March 26 (Bloomberg) -- The Senate Banking Committee plans to vote on President Barack Obama’s two nominations to the Federal Reserve Board of Governors on March 29, according to a statement posted on the committee’s website today.
Committee approval would move Jerome Powell, a former private equity manager and Treasury undersecretary under President George H.W. Bush and Jeremy Stein, a Harvard University economist and former adviser to Treasury Secretary Timothy F. Geithner, a step closer to taking seats on the board. They would still require a favorable vote by the full Senate.
“Both these guys will get support from the Democrats and the question is whether they get support from Republicans,” said Mark Calabria, an economist and the director of financial studies at the Cato Institute and a former senior aide for Republicans on the Senate Banking Committee.
Stein and Powell, a Democrat and a Republican, would bring expertise on financial markets to the Fed’s board, filling a void left by Kevin Warsh, a former Morgan Stanley banker and confidante of Chairman Ben S. Bernanke. Warsh resigned from the board in April.
With that background, “these are guys you would normally say wouldn’t have a hard time,” said Calabria. “There are issues here that go beyond simply the personal qualifications,” he said, referring to the difficulty of moving nominations through the Senate during a presidential election year.
Stein and Powell wouldn’t be the first Fed nominees in recent years to fall victim to presidential politics. Fed Governor Randall Kroszner, a University of Chicago Booth School of Business professor, joined the Fed in 2006 and was renominated for a full 14-year term in 2007 by President George W. Bush. The Democratic-controlled Senate declined to act on Kroszner’s re-nomination.
Hold a Vote
Christopher Dodd, a Connecticut Democrat and chairman of the Senate Banking Committee at the time, said in 2007 that he was reluctant to hold a vote on Kroszner’s 14-year term given the possible change in party control of the White House.
Stein and Powell testified to the committee last week that the Fed must withdraw their record monetary stimulus in a way that keeps prices stable and doesn’t jar financial markets.
Powell, 59, told the committee he sees “tremendous risk in the exit,” responding to questioning on the central bank’s balance sheet. “You don’t want to do it too early and snuff out a recovery that’s still weak and you don’t want to do it too late and cause inflation,” he said.
Stein, 51, has published academic research on the central bank’s exit strategy. In January, he and Anil Kashyap, a professor at the University of Chicago Booth School of Business, published a paper on “The Optimal Conduct of Monetary Policy with Interest on Reserves.”
The paper, appearing in the American Economic Journal, looked at how the Fed can use interest on reserves to control interest rates once the central bank begins tightening policy.
Stein told the panel that the central bank’s eventual tightening of policy must avoid having a “disruptive impact on markets.”

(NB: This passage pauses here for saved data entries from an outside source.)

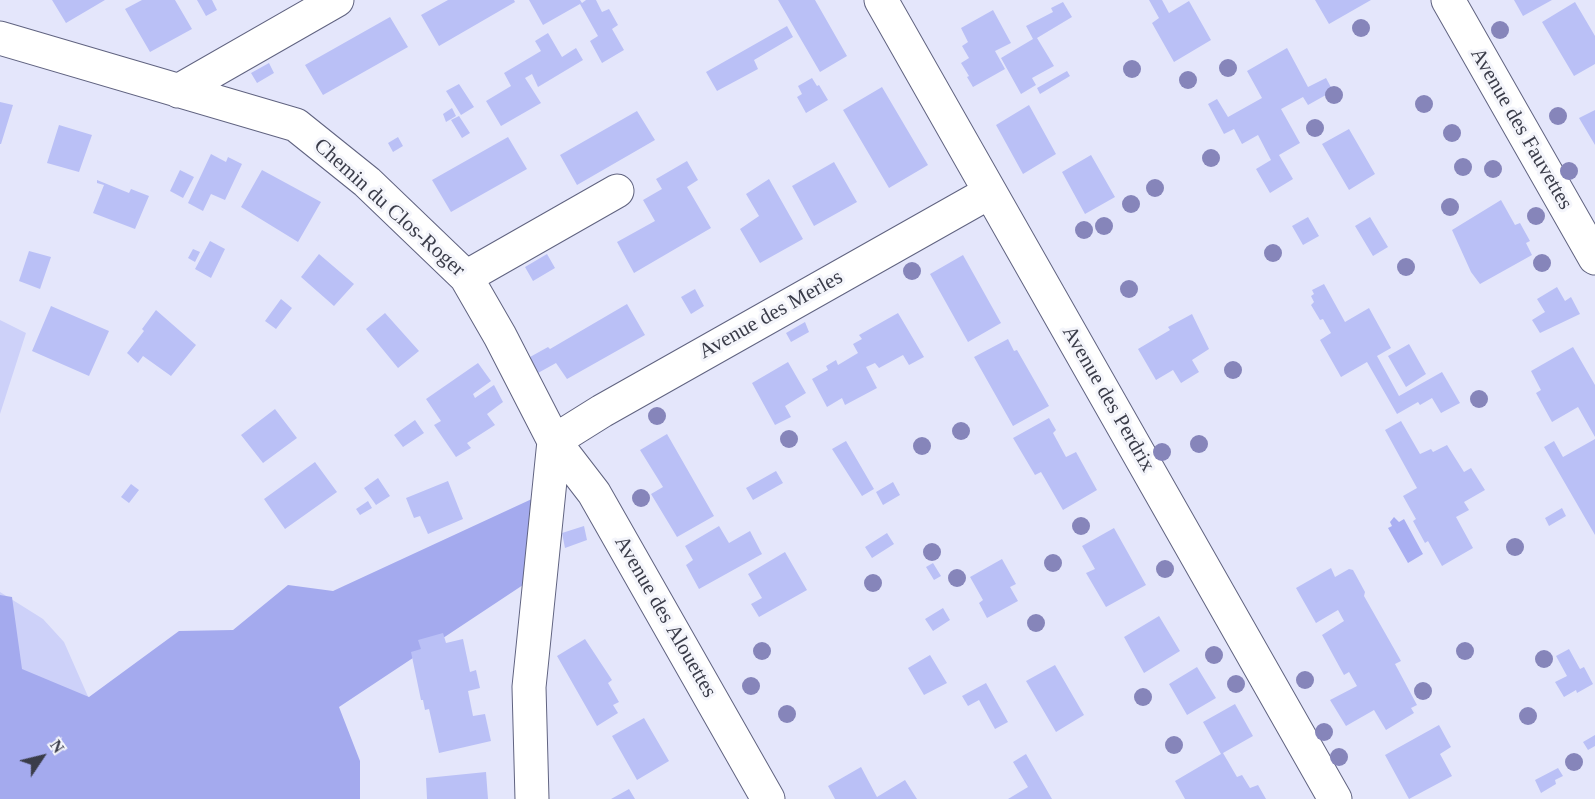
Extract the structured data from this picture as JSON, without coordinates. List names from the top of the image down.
{
  "streets": {
    "street": [
      "Avenue des Fauvettes",
      "Chemin du Clos-Roger",
      "Avenue des Merles",
      "Avenue des Perdrix",
      "Avenue des Alouettes"
    ]
  },
  "crossings": [
    ["Chemin du Clos-Roger", "Avenue des Merles"],
    ["Chemin du Clos-Roger", "Avenue des Alouettes"],
    ["Avenue des Merles", "Avenue des Perdrix"],
    ["Avenue des Merles", "Avenue des Alouettes"]
  ],
  "north": "top right"
}
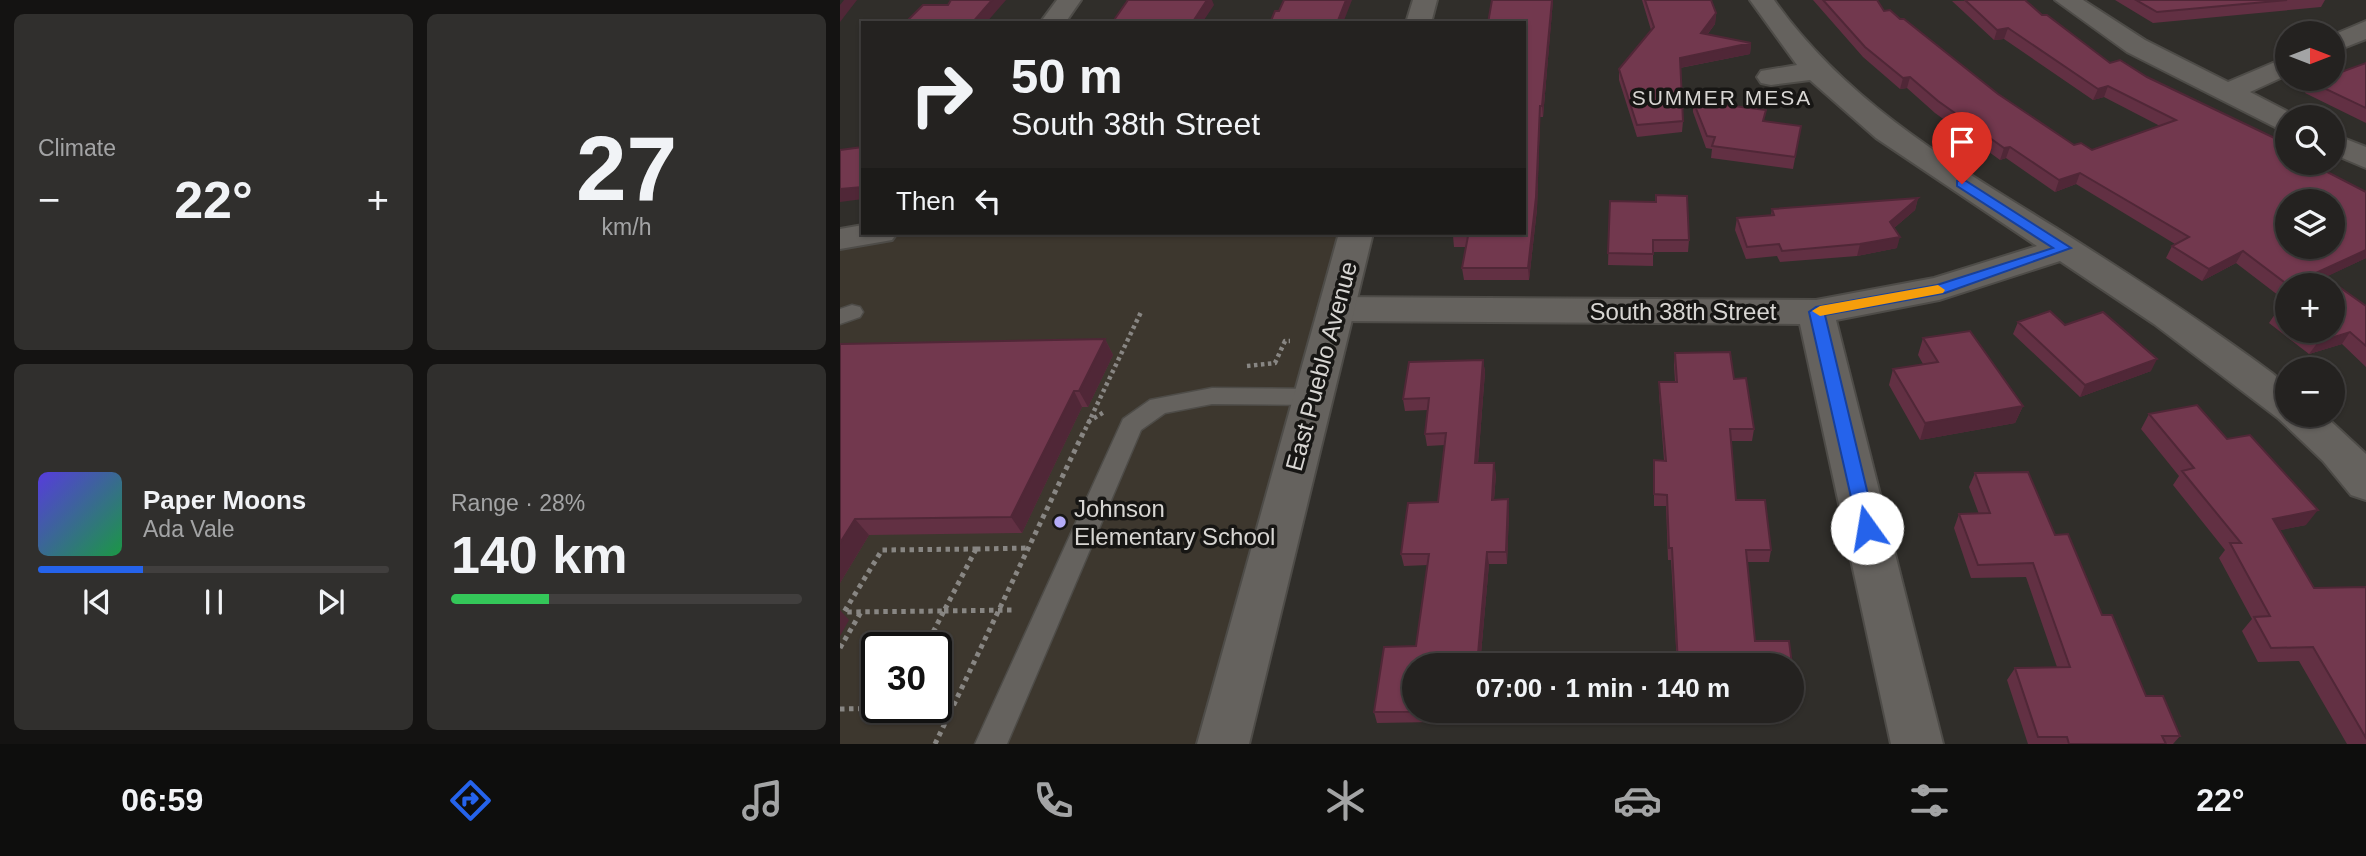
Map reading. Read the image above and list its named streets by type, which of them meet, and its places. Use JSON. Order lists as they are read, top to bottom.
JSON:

Powell would fill the term vacated by former Fed governor Frederic Mishkin which expires in 2014. Stein would fill Warsh’s seat that lasts through 2018.
Even if they pass committee, nominees for positions at the Fed, the Federal Deposit Insurance Corp. and the Comptroller of the Currency have been in limbo since Obama in January used a recess appointment to install Richard Cordray as the first director of the Consumer Financial Protection Bureau without formal Senate approval.
The president made the appointment of Cordray after Republicans blocked his confirmation in December. While the Democrats control 53 votes in the 100-member chamber, Senate leaders needed at least 60 senators to advance the nomination.